Iran hat sich geweigert, die Straße wieder zu öffnen, solange die USA ihre Blockade nicht aufheben, wodurch eine wichtige Route für weltweite Öllieferungen faktisch abgeschnitten wird.
Ungefähr 20 % des weltweiten Öls passieren typischerweise diese Route, weshalb jede Störung die Preise stark beeinflussen kann.
Bemühungen, die Verhandlungen zur Beendigung des Konflikts wieder aufzunehmen, sind in den letzten Tagen ins Stocken geraten, was die Hoffnung auf eine kurzfristige Lösung weiter dämpft.
Der iranische UN-Botschafter Saeed Iravani kritisierte die US-Politik scharf und forderte den Sicherheitsrat auf, das zu verurteilen, was er als rechtswidrige Einmischung bezeichnete.
„Ein solches Verhalten ist nichts weiter als ein weiteres deutliches Beispiel für die US-Sucht nach Gesetzlosigkeit und stellt einen eklatanten Verstoß gegen die Charta der Vereinten Nationen dar“, heißt es in Iravanis Schreiben.
Ausstieg der Vereinigten Arabischen Emirate erhöht Unsicherheit auf den Ölmärkten
Zusätzlich zu den geopolitischen Spannungen hat die Organisation der erdölexportierenden Länder (OPEC) mit dem unerwarteten Austritt der Vereinigten Arabischen Emirate zu kämpfen, einem ihrer größten Produzenten.
Während Analysten nahelegen, dass der Schritt kurzfristig nur begrenzte Auswirkungen haben könnte, signalisiert er potenzielle Verschiebungen im globalen Ölangebotsgefüge.
Strategen bei ING bezeichneten den Austritt der VAE als „einen schweren Schlag“ für die OPEC und wiesen darauf hin, dass dies die Einflussmöglichkeiten des Kartells auf die Ölmärkte schwächen und große Importländer begünstigen könnte.

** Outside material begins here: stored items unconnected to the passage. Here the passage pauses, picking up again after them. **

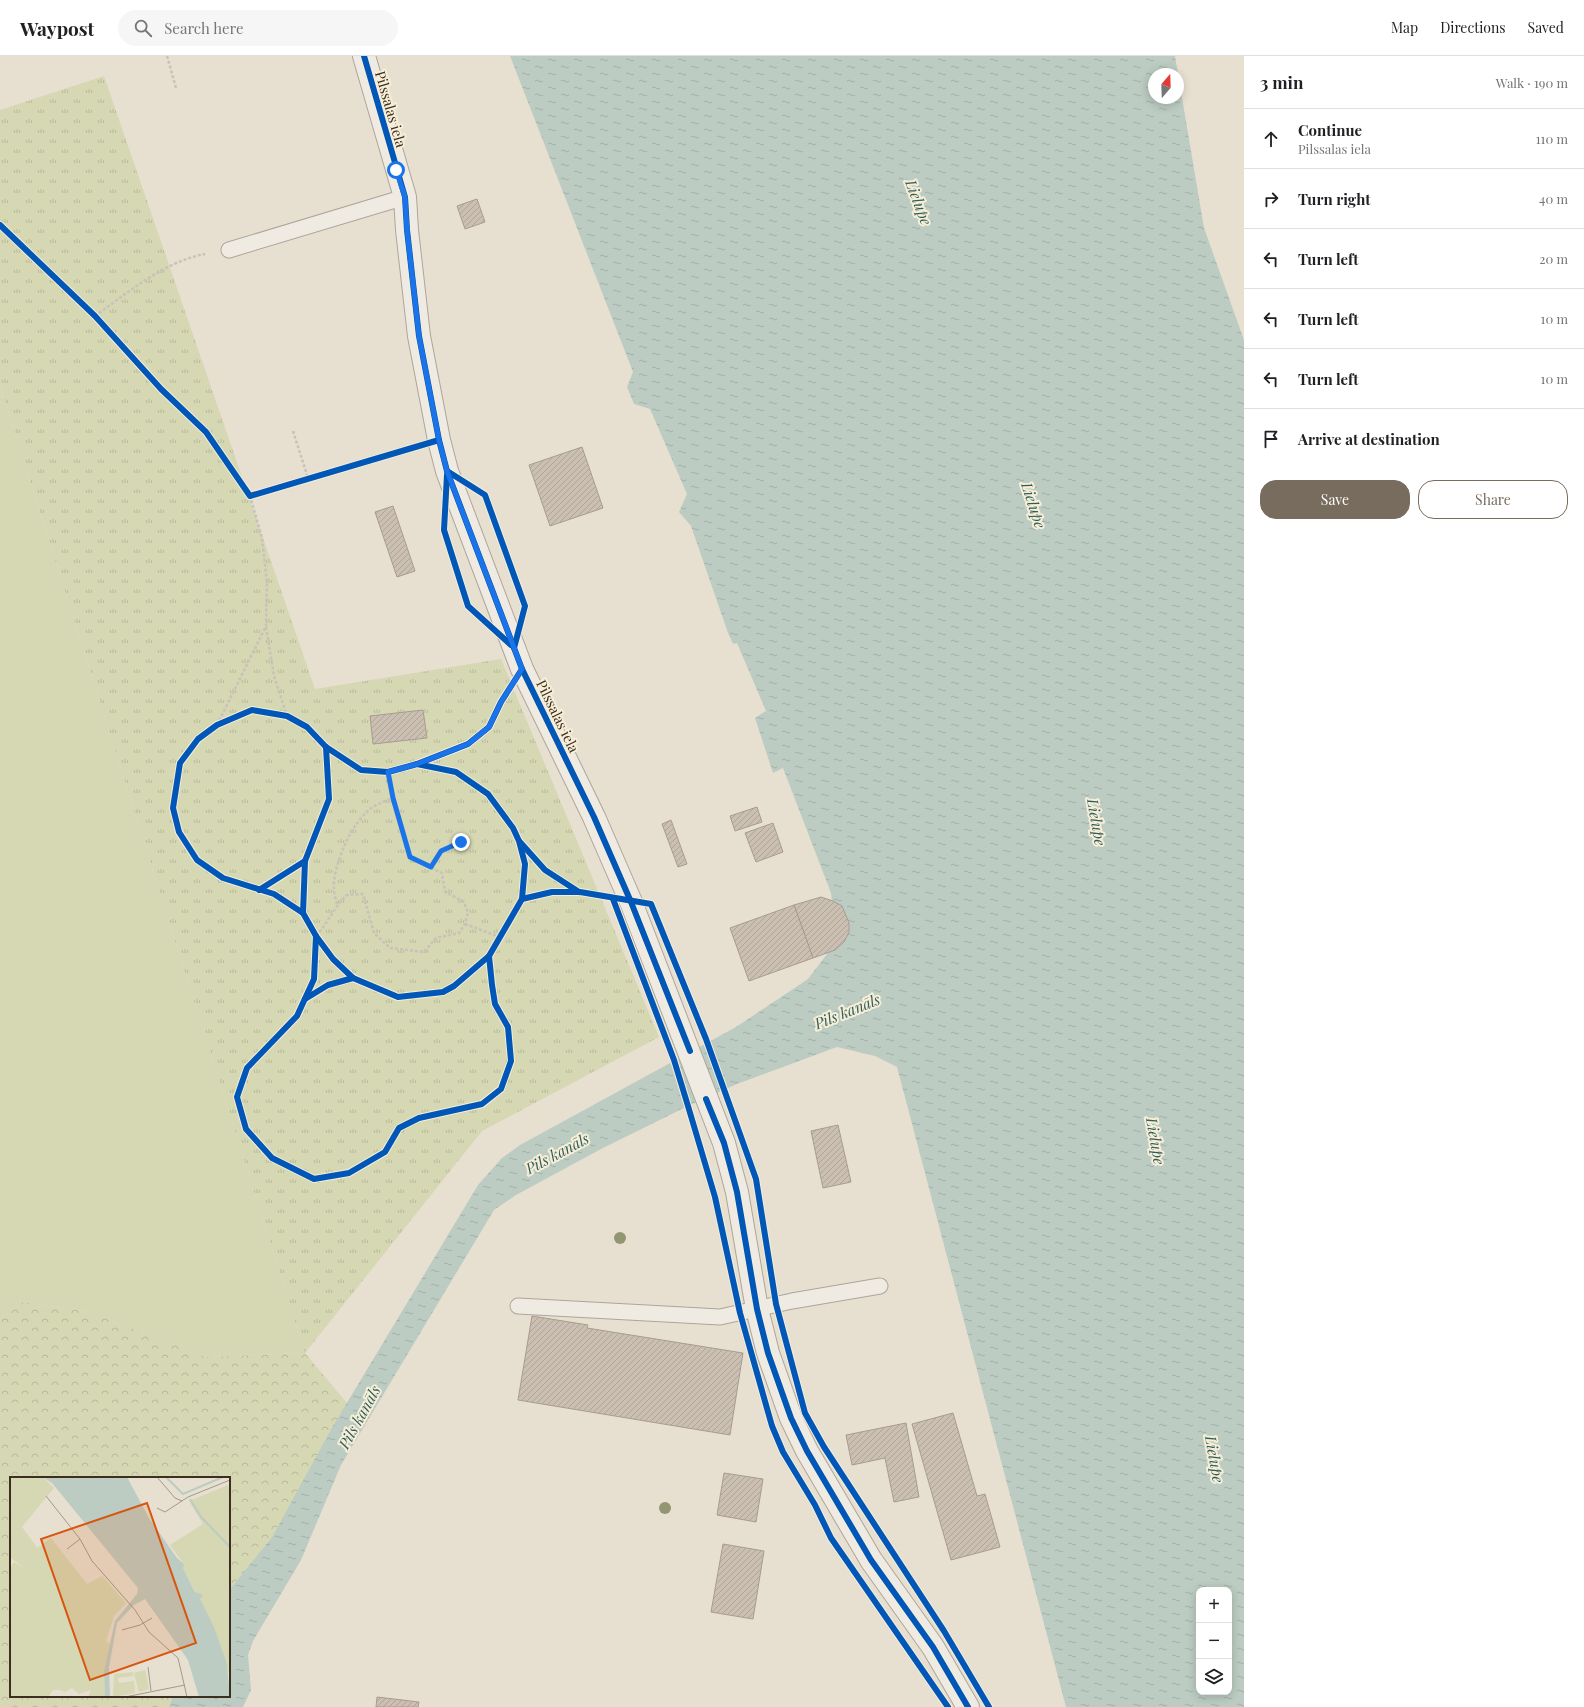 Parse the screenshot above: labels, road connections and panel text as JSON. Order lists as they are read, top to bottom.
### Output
{
  "streets": {
    "street": ["Pilssalas iela"]
  },
  "water": ["Lielupe", "Pils kanāls"],
  "north": "top",
  "page": {
    "header": "Waypost",
    "search": "Search here",
    "nav": ["Map", "Directions", "Saved"],
    "heading": ["3 min", "Walk · 190 m"],
    "list": [
      ["Continue", "Pilssalas iela", "110 m"],
      ["Turn right", "40 m"],
      ["Turn left", "20 m"],
      ["Turn left", "10 m"],
      ["Turn left", "10 m"],
      "Arrive at destination"
    ],
    "buttons": ["Save", "Share"],
    "map_buttons": ["+", "−"]
  }
} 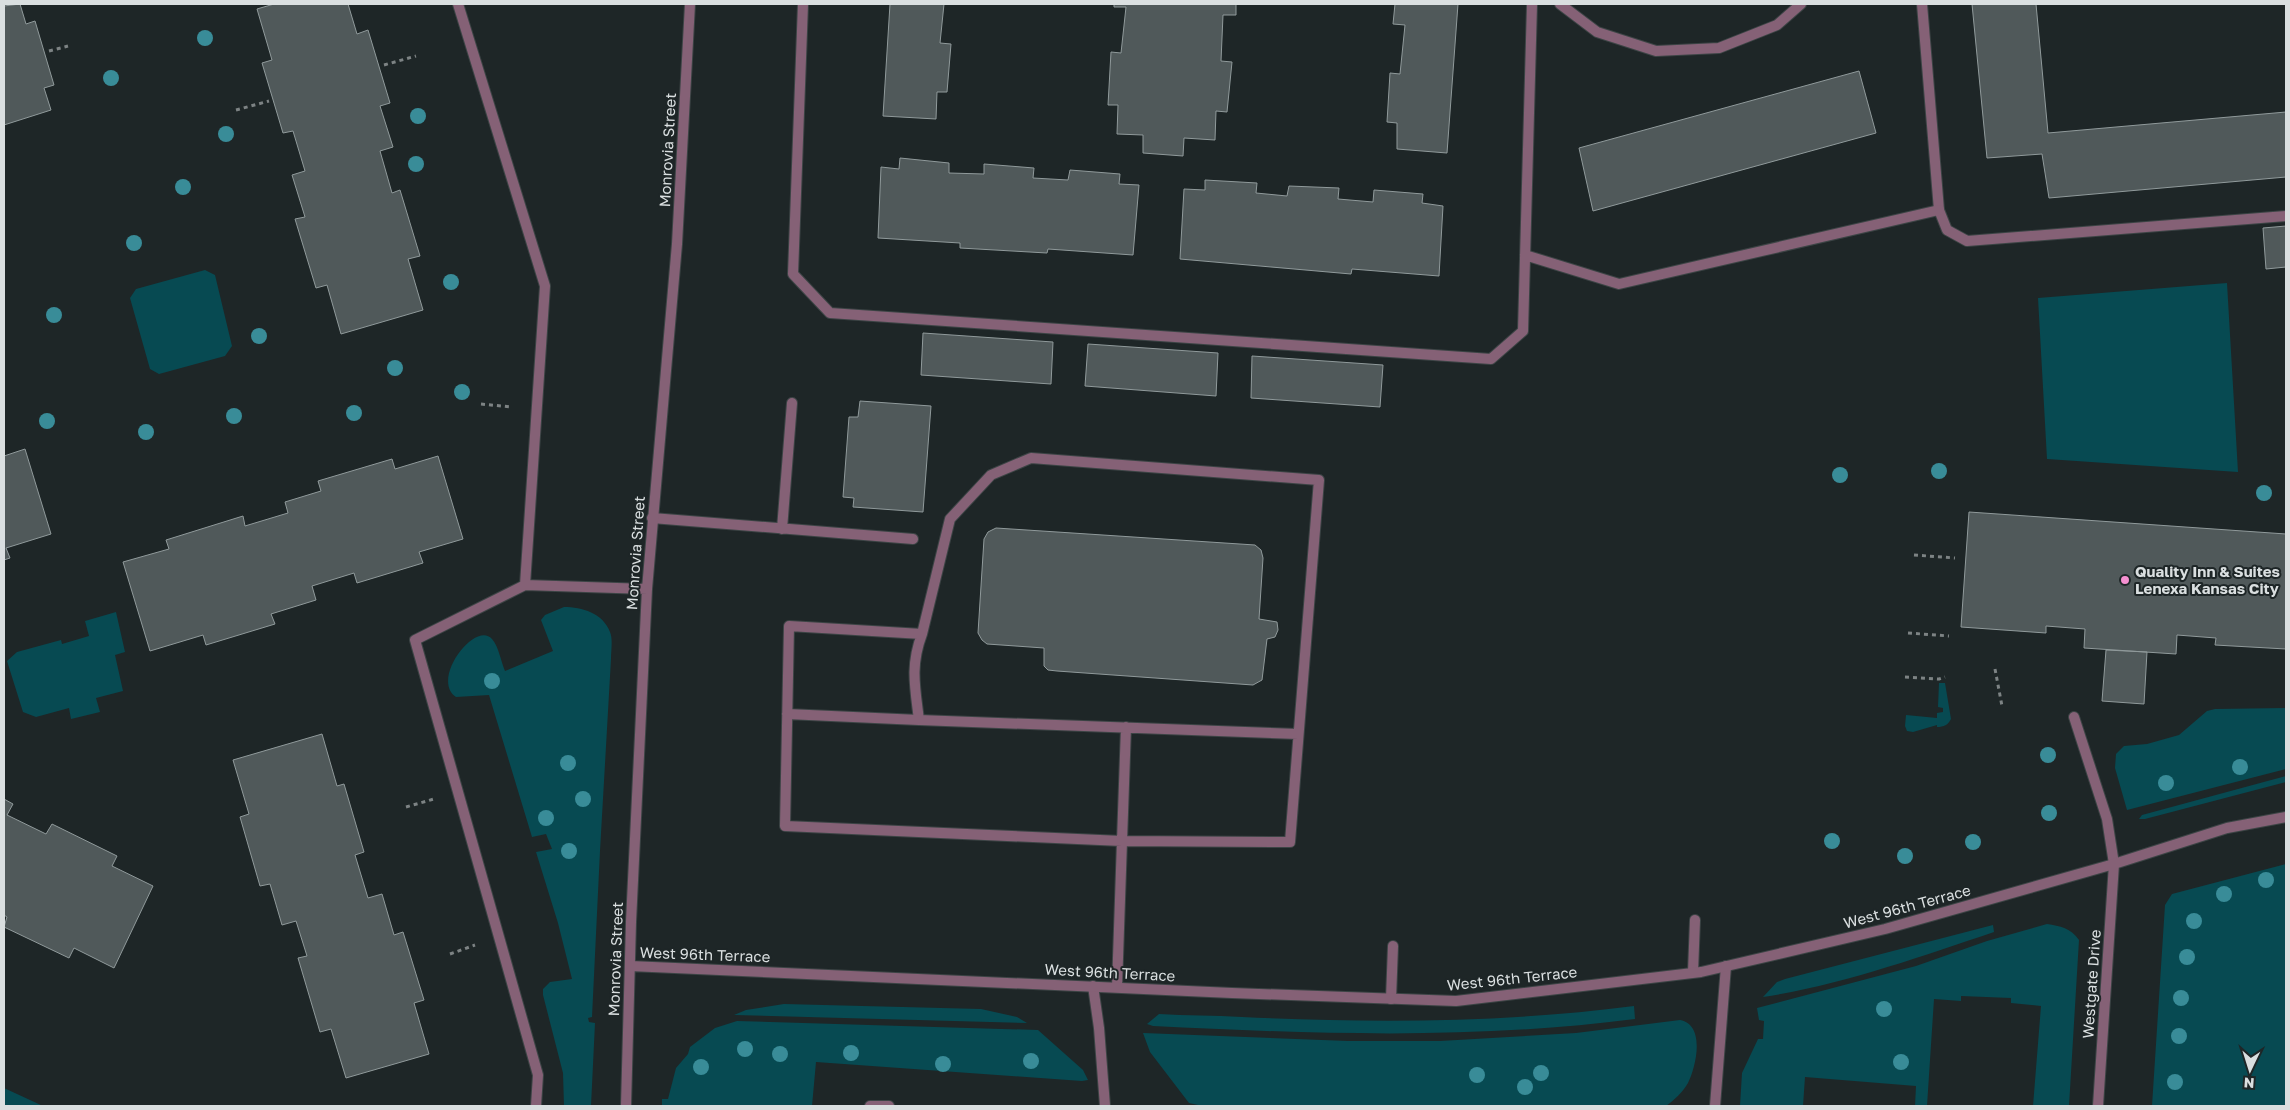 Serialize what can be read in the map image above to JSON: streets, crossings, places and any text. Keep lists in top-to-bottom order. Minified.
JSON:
{"streets":{"street":["Monrovia Street","West 96th Terrace","Westgate Drive"]},"crossings":[["Monrovia Street","West 96th Terrace"],["West 96th Terrace","Westgate Drive"]],"places":["Quality Inn & Suites Lenexa Kansas City"],"north":"bottom"}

„Kurzfristig bleibt jedoch der entscheidende Preistreiber die Entwicklung im Persischen Golf und das Timing einer Wiederaufnahme der Ölströme durch die Straße von Hormuz“, ergänzten sie.
Analysten bei RBC Capital Markets äußerten eine ähnliche Sicht und deuteten an, dass der Schritt eher auf eine breitere strategische Neuausrichtung in der Region hinweisen könnte als auf einen sofortigen Angebotschock.
Sorgen um Angebotsengpässe bleiben trotz gemischter Signale bestehen
Trotz einiger Überangebotssituationen zu Beginn dieses Jahres warnen Analysten, dass der Markt die Schwere eines möglichen Angebotsengpasses unterschätzen könnte.
„Während… die Rohöl-Futures von ihren Märzhochs gefallen sind, wird die physische Angebotsverknappung für Öl von Investoren möglicherweise etwas unterschätzt“, schrieb Adam Turnquist, Chief Technical Strategist bei LPL Financial.
„Ein Überangebot zu Jahresbeginn hat geholfen, den unmittelbaren Schock besser als befürchtet abzufedern, während die Märkte dennoch eine Normalisierung erwarten, die Monate dauern könnte“, fügte er hinzu.
Die geplante Produktionssteigerung der VAE nach ihrem Austritt aus der OPEC+ könnte einige Versorgungsbedenken langfristig lindern, doch Analysten warnen, dass solche Veränderungen Zeit brauchen, um wirksam zu werden.